BEGIN Dataset entries

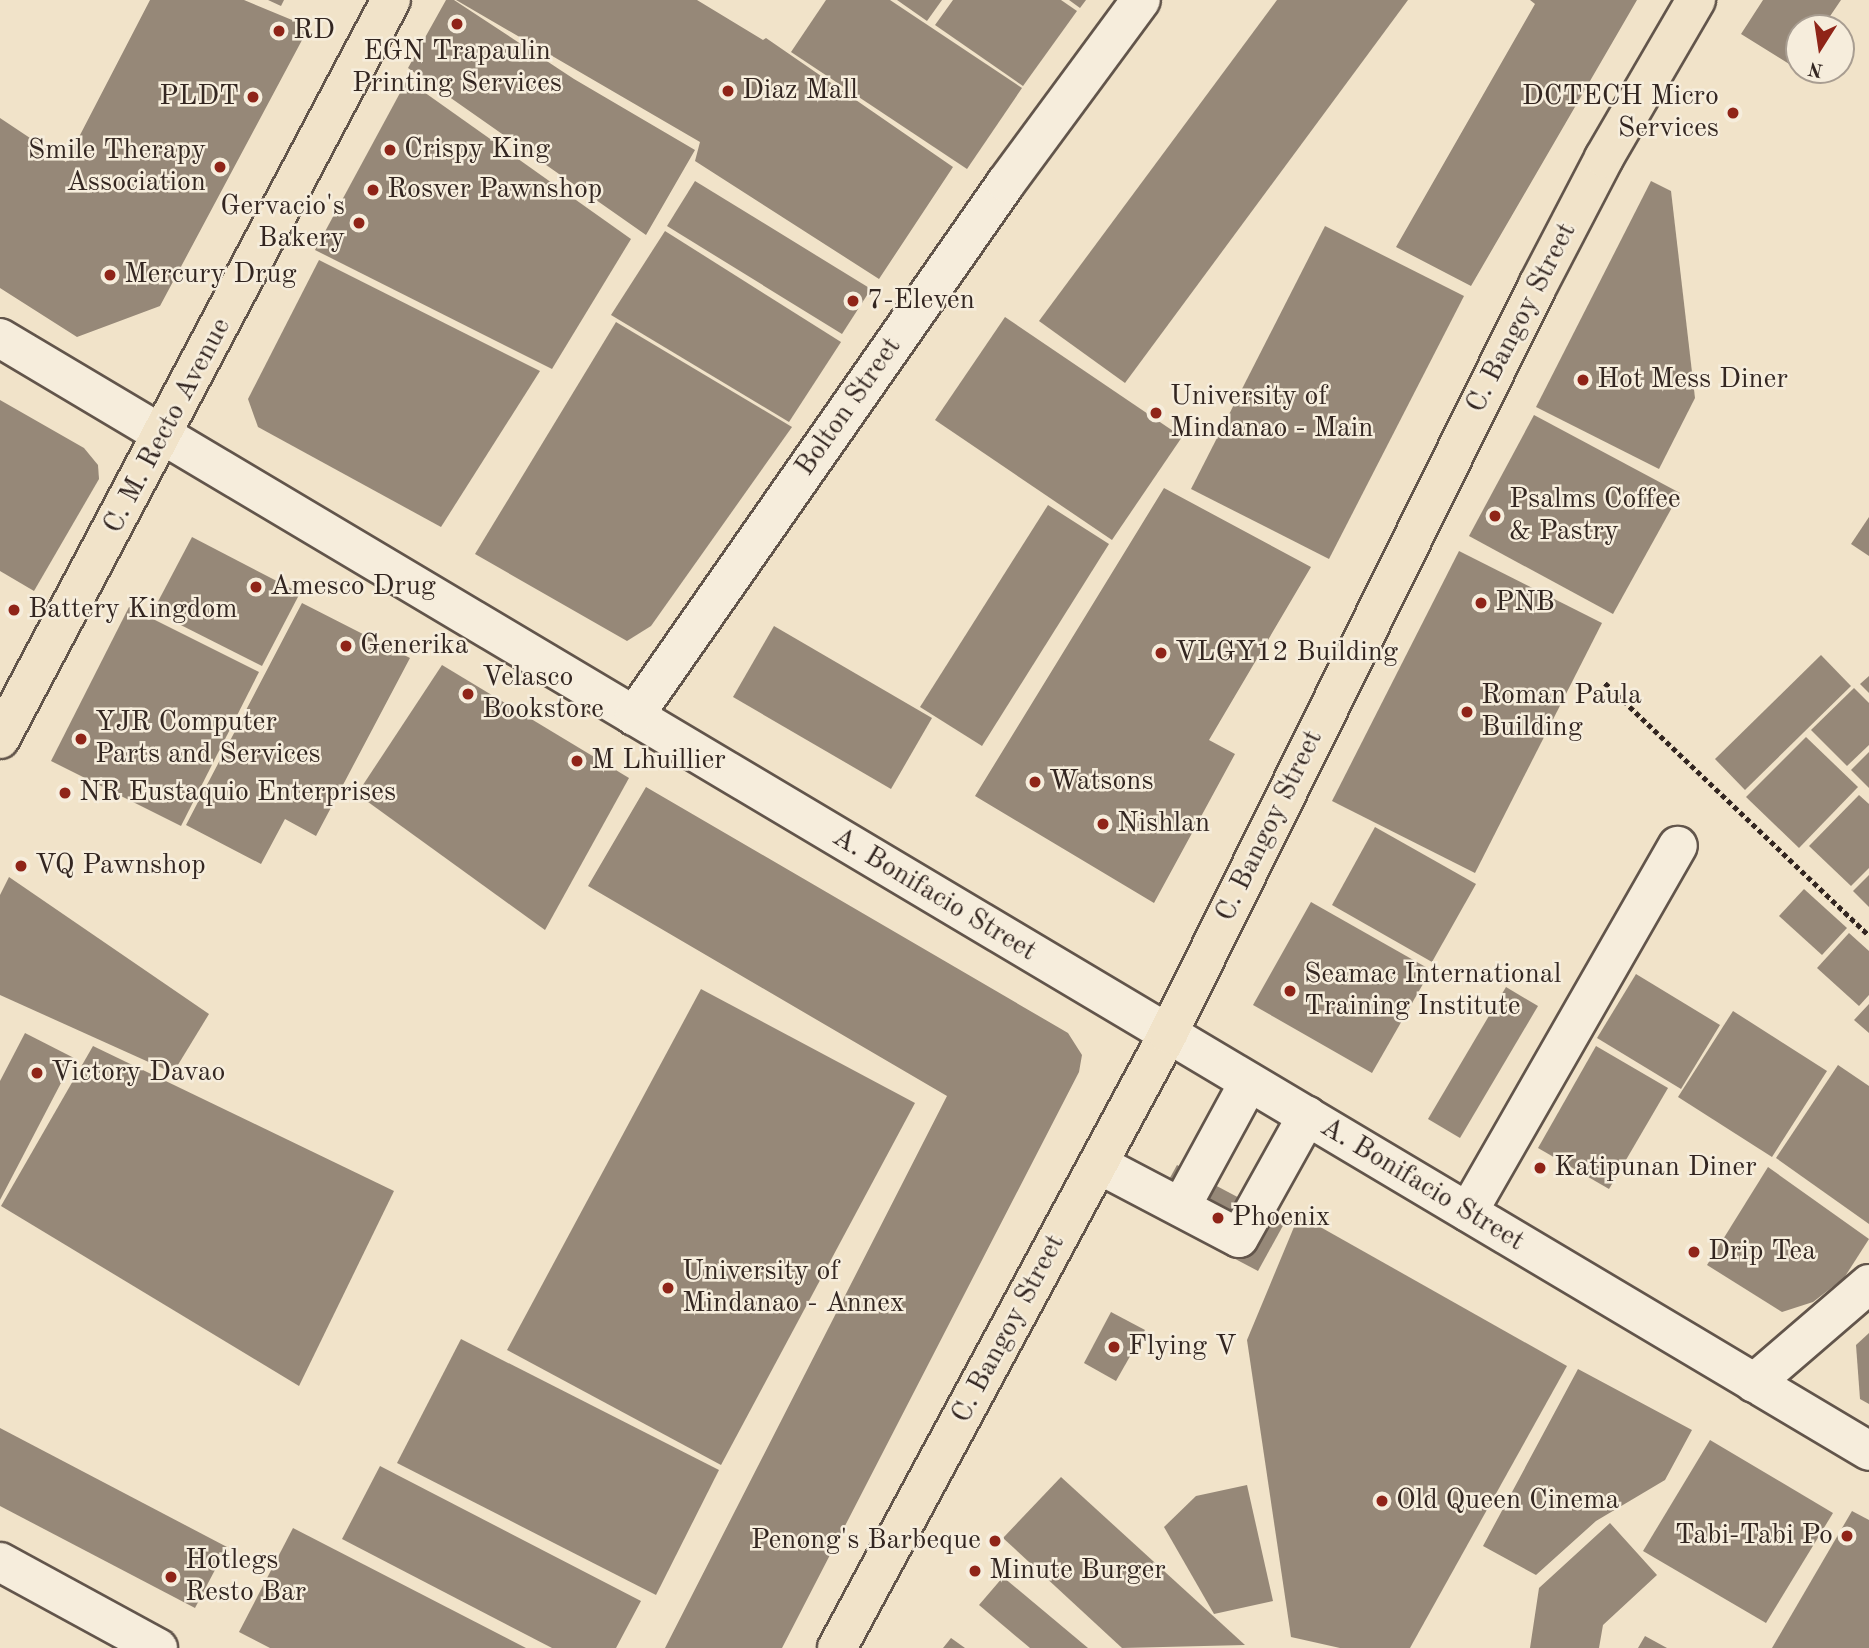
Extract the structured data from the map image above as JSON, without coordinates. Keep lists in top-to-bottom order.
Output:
{
  "streets": {
    "main road": ["C. Bangoy Street", "C. M. Recto Avenue"],
    "street": ["Bolton Street", "A. Bonifacio Street"]
  },
  "crossings": [
    ["C. Bangoy Street", "A. Bonifacio Street"],
    ["Bolton Street", "A. Bonifacio Street"],
    ["C. M. Recto Avenue", "A. Bonifacio Street"]
  ],
  "places": [
    "EGN Trapaulin Printing Services",
    "RD",
    "Diaz Mall",
    "PLDT",
    "DCTECH Micro Services",
    "Crispy King",
    "Smile Therapy Association",
    "Rosver Pawnshop",
    "Gervacio's Bakery",
    "Mercury Drug",
    "7-Eleven",
    "Hot Mess Diner",
    "University of Mindanao - Main",
    "Psalms Coffee & Pastry",
    "Amesco Drug",
    "PNB",
    "Battery Kingdom",
    "Generika",
    "VLGY12 Building",
    "Velasco Bookstore",
    "Roman Paula Building",
    "YJR Computer Parts and Services",
    "M Lhuillier",
    "Watsons",
    "NR Eustaquio Enterprises",
    "Nishlan",
    "VQ Pawnshop",
    "Seamac International Training Institute",
    "Victory Davao",
    "Katipunan Diner",
    "Phoenix",
    "Drip Tea",
    "University of Mindanao - Annex",
    "Flying V",
    "Old Queen Cinema",
    "Tabi-Tabi Po",
    "Penong's Barbeque",
    "Minute Burger",
    "Hotlegs Resto Bar"
  ],
  "north": "bottom"
}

END Dataset entries

• [Goal of the exercise]: Skipping any images, write out all the data exactly.

• [Result of the task]:
Extract the structured data from the map image above as JSON, without coordinates. Keep lists in top-to-bottom order.
Output:
{
  "streets": {
    "main road": ["C. Bangoy Street", "C. M. Recto Avenue"],
    "street": ["Bolton Street", "A. Bonifacio Street"]
  },
  "crossings": [
    ["C. Bangoy Street", "A. Bonifacio Street"],
    ["Bolton Street", "A. Bonifacio Street"],
    ["C. M. Recto Avenue", "A. Bonifacio Street"]
  ],
  "places": [
    "EGN Trapaulin Printing Services",
    "RD",
    "Diaz Mall",
    "PLDT",
    "DCTECH Micro Services",
    "Crispy King",
    "Smile Therapy Association",
    "Rosver Pawnshop",
    "Gervacio's Bakery",
    "Mercury Drug",
    "7-Eleven",
    "Hot Mess Diner",
    "University of Mindanao - Main",
    "Psalms Coffee & Pastry",
    "Amesco Drug",
    "PNB",
    "Battery Kingdom",
    "Generika",
    "VLGY12 Building",
    "Velasco Bookstore",
    "Roman Paula Building",
    "YJR Computer Parts and Services",
    "M Lhuillier",
    "Watsons",
    "NR Eustaquio Enterprises",
    "Nishlan",
    "VQ Pawnshop",
    "Seamac International Training Institute",
    "Victory Davao",
    "Katipunan Diner",
    "Phoenix",
    "Drip Tea",
    "University of Mindanao - Annex",
    "Flying V",
    "Old Queen Cinema",
    "Tabi-Tabi Po",
    "Penong's Barbeque",
    "Minute Burger",
    "Hotlegs Resto Bar"
  ],
  "north": "bottom"
}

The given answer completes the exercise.